A PROSPECTIVE, RANDOMISED TRIAL OF IMMEDIATE PHYSIOTHERAPY FOLLOWING LUMBAR MICRO-DISCECTOMY

British Orthopaedic Association (BOA) 2007



Abstract

Objective

To investigate, through a randomised, single blind, Quasi-experimental trial, whether immediate physiotherapy after lumbar micro-discectomy enables patients to become independently mobile more rapidly with no increase in risk of complications.

Background data

Although studies have demonstrated the efficacy of rehabilitation after lumbar discectomy, nos have looked at physiotherapy commencing immediately post-operatively.

Methods

Thirty patients were randomised to an immediate group commencing physiotherapy within two hours after surgery or a control group receiving physiotherapy on the first day after surgery.

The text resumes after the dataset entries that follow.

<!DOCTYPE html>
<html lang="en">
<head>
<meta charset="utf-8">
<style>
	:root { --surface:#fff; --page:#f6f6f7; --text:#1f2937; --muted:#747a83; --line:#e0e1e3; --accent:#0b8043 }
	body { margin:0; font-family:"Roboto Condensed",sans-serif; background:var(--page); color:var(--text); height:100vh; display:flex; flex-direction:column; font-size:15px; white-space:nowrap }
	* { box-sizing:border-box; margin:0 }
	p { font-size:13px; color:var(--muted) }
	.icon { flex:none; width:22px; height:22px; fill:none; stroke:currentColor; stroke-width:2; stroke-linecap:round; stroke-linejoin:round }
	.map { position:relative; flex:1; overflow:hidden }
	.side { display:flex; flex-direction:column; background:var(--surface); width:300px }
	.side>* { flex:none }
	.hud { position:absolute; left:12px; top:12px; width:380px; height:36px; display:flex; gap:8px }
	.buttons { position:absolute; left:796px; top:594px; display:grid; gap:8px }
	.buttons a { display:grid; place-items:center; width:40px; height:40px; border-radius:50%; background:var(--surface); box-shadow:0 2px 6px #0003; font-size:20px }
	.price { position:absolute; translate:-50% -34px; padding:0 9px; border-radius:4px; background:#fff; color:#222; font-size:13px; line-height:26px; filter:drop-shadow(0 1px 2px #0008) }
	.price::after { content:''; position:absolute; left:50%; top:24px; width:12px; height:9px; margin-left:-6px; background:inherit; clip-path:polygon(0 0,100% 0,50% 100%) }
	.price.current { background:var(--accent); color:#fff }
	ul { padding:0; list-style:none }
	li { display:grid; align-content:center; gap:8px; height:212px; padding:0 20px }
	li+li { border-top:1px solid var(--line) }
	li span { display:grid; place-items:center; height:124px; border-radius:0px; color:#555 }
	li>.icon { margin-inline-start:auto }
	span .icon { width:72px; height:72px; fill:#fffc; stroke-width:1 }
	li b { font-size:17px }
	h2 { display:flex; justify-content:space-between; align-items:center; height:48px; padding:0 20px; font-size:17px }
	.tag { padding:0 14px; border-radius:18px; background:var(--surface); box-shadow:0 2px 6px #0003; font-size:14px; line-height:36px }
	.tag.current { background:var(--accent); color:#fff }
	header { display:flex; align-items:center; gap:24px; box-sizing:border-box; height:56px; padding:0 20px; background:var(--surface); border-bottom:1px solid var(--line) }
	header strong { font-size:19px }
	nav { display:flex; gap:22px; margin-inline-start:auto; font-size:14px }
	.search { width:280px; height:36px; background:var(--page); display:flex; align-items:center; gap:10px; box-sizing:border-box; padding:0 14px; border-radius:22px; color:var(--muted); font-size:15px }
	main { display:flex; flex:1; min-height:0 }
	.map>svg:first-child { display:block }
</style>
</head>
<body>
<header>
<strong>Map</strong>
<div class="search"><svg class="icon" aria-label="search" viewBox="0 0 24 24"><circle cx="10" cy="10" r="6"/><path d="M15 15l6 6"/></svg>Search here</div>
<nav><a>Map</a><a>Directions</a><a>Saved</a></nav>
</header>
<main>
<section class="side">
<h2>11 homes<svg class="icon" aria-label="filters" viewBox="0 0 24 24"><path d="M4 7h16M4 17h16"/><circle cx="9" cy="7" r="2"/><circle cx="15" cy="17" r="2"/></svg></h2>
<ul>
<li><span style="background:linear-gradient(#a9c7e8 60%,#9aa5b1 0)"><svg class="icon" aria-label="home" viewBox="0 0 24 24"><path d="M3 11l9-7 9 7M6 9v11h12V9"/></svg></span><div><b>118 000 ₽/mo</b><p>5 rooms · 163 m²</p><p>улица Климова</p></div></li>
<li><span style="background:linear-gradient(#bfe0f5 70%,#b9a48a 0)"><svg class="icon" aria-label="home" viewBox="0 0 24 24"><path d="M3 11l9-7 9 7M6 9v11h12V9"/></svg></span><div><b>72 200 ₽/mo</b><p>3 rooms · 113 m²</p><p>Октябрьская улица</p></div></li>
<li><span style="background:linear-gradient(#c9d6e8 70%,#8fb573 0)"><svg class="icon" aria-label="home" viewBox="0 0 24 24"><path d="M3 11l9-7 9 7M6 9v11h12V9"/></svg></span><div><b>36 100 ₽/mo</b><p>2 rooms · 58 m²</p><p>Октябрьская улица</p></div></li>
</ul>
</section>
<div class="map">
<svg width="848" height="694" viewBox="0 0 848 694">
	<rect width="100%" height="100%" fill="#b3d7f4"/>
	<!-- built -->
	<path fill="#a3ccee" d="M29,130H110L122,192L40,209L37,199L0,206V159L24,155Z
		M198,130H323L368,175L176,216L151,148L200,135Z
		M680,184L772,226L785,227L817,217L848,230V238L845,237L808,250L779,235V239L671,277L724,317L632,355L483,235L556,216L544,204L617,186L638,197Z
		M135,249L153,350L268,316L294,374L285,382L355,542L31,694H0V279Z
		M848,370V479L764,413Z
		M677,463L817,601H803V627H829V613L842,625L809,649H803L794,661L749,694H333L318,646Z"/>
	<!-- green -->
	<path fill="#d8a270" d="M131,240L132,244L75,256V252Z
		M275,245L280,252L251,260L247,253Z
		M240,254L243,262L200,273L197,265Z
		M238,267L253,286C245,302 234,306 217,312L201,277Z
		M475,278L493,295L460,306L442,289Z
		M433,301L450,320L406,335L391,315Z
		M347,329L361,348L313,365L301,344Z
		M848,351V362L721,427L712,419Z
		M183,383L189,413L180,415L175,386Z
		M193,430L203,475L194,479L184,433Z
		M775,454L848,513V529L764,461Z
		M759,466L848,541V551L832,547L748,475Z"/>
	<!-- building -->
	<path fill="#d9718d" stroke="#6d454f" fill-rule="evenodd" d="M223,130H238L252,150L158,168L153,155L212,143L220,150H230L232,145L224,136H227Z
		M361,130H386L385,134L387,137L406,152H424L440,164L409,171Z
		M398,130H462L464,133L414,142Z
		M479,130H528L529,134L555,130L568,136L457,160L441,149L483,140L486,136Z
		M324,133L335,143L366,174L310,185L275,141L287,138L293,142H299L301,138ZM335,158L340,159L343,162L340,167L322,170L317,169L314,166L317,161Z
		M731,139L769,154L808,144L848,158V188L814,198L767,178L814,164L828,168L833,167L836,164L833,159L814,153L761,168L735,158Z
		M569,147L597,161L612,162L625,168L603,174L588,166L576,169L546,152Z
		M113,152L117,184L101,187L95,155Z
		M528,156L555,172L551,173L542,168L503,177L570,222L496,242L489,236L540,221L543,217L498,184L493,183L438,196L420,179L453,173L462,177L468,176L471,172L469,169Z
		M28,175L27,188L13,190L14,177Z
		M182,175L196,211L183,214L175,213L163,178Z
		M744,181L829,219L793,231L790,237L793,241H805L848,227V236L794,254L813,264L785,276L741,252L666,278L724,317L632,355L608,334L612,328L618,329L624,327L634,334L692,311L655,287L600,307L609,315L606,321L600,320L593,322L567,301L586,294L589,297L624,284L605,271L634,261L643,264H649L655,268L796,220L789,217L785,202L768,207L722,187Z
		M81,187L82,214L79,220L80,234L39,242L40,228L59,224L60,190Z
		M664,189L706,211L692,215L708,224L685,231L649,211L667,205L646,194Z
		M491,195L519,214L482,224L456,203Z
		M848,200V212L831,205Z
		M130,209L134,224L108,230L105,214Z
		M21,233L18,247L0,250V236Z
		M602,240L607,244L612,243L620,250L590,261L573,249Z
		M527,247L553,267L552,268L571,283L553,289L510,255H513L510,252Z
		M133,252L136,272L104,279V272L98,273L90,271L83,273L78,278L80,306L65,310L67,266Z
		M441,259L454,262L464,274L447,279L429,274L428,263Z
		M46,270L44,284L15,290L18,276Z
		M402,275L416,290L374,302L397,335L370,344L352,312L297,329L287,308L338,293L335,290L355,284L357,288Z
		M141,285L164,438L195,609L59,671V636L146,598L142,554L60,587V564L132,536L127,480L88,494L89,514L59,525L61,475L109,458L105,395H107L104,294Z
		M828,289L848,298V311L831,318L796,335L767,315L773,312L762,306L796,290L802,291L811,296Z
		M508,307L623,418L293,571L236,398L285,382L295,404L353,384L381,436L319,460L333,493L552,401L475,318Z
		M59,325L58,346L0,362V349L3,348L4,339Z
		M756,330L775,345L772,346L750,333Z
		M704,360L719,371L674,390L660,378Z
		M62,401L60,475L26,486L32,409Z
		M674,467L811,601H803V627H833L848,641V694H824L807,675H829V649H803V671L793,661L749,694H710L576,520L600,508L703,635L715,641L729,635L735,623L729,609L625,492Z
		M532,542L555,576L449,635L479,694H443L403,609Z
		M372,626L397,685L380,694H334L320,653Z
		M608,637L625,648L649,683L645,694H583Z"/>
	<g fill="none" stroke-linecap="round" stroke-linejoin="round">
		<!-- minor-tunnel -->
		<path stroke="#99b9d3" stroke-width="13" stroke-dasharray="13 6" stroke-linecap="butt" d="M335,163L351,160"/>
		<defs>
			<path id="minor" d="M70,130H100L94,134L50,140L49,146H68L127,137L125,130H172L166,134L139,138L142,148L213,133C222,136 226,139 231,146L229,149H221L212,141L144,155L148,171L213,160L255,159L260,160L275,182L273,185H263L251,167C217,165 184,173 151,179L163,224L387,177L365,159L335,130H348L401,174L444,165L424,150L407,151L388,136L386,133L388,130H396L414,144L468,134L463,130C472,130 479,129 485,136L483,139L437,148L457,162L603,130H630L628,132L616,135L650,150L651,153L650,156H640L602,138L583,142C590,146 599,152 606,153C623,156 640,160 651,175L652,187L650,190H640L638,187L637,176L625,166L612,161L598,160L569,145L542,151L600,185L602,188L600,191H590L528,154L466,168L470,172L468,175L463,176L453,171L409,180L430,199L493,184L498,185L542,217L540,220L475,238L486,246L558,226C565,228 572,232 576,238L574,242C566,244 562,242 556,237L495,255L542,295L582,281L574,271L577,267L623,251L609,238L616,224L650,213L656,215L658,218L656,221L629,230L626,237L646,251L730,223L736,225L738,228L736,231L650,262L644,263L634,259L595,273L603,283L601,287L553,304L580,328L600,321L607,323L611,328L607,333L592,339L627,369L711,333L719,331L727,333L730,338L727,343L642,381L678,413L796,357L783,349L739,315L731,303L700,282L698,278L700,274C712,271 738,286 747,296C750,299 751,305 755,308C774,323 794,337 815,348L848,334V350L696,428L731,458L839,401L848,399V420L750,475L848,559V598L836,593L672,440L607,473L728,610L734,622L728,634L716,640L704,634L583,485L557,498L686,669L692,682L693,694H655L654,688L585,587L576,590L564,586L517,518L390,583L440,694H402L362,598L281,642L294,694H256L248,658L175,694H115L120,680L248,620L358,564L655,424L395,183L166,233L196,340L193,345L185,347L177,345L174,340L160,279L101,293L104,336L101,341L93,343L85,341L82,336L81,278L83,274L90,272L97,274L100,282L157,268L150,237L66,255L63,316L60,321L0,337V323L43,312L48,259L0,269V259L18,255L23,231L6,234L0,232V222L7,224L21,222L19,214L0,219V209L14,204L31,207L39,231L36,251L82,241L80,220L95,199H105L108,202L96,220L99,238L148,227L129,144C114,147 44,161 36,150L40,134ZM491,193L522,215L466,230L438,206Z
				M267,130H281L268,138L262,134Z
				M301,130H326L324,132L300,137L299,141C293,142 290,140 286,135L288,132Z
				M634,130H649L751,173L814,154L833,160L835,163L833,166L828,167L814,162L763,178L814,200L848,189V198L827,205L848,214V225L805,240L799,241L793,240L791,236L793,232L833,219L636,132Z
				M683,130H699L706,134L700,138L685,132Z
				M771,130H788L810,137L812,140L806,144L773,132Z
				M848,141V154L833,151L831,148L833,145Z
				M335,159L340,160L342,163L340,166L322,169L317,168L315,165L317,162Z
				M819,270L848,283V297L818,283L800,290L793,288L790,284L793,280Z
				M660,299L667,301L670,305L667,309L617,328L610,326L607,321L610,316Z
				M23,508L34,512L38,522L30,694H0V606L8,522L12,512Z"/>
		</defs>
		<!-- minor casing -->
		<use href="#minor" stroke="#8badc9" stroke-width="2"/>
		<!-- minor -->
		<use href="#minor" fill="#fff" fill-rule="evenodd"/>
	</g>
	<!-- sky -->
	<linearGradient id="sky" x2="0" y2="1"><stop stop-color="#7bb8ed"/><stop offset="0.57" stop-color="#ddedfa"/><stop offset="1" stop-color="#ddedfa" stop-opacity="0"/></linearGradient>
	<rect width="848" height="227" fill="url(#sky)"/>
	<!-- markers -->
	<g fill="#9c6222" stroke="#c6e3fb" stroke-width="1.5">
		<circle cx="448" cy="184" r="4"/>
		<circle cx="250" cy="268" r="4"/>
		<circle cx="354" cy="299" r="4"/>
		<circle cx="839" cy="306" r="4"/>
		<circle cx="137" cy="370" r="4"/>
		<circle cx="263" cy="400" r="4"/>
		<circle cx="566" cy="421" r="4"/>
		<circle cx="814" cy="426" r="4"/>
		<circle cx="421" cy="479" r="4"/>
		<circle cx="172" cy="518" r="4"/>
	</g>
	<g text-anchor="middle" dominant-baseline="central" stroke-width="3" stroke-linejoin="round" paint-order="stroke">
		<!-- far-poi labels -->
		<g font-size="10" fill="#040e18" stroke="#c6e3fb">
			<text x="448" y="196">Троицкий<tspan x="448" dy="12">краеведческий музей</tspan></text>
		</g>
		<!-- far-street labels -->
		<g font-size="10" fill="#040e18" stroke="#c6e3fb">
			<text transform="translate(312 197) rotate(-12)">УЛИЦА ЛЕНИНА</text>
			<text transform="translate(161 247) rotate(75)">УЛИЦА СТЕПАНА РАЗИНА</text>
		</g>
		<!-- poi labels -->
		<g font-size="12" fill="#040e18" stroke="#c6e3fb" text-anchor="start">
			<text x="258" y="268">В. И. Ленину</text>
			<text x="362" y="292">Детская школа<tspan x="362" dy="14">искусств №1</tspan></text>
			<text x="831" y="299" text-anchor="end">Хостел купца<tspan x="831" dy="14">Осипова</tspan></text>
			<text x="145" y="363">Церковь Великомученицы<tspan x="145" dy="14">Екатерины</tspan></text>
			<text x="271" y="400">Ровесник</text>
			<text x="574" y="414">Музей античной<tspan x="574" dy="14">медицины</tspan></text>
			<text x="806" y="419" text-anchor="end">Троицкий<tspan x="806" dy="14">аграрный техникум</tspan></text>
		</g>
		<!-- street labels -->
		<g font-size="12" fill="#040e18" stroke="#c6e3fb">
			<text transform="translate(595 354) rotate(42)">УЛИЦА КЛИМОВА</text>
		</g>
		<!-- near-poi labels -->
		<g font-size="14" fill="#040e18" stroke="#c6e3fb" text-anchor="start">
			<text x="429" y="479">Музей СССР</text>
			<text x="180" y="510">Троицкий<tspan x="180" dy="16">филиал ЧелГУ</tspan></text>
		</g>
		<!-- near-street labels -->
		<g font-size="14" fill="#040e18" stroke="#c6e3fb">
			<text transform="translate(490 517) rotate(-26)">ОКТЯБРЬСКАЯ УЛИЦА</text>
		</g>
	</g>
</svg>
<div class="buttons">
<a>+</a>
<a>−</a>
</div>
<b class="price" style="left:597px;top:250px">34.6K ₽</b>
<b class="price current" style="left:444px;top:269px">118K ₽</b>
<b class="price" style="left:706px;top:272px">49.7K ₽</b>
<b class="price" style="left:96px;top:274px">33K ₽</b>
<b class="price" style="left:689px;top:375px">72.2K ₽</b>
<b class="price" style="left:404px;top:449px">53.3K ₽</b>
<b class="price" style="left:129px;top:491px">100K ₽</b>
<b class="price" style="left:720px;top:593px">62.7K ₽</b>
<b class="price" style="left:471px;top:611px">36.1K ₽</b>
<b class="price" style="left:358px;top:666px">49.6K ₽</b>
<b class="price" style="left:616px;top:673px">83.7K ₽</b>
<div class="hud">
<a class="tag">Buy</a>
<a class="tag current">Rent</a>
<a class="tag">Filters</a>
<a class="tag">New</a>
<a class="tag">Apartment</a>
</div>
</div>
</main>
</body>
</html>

Outcome measures included the time taken for the patient to become independently mobile after surgery, Oswestry Disability Index and pain scores (VAS and short form McGill) collected pre-operatively and post-operatively at four weeks, and three months.

Results

The results indicated significantly reduced time to independent mobility (p=0.009) and return to work (p=0.002) in the immediate group. In that group, 47% of patients achieved discharge criteria on the day of surgery compared with 33% in the control group. There was no significant difference in disability and pain scores at four weeks and three months between the groups. Early mobilisation did not result in increased complications at 18 months after surgery.

Conclusions

Immediate physiotherapy following first time single level lumbar micro-discectomy enables patients to become independently mobile more rapidly and return to work sooner. Immediate physiotherapy may enable patients to experience earlier discharge with associated cost benefits to healthcare.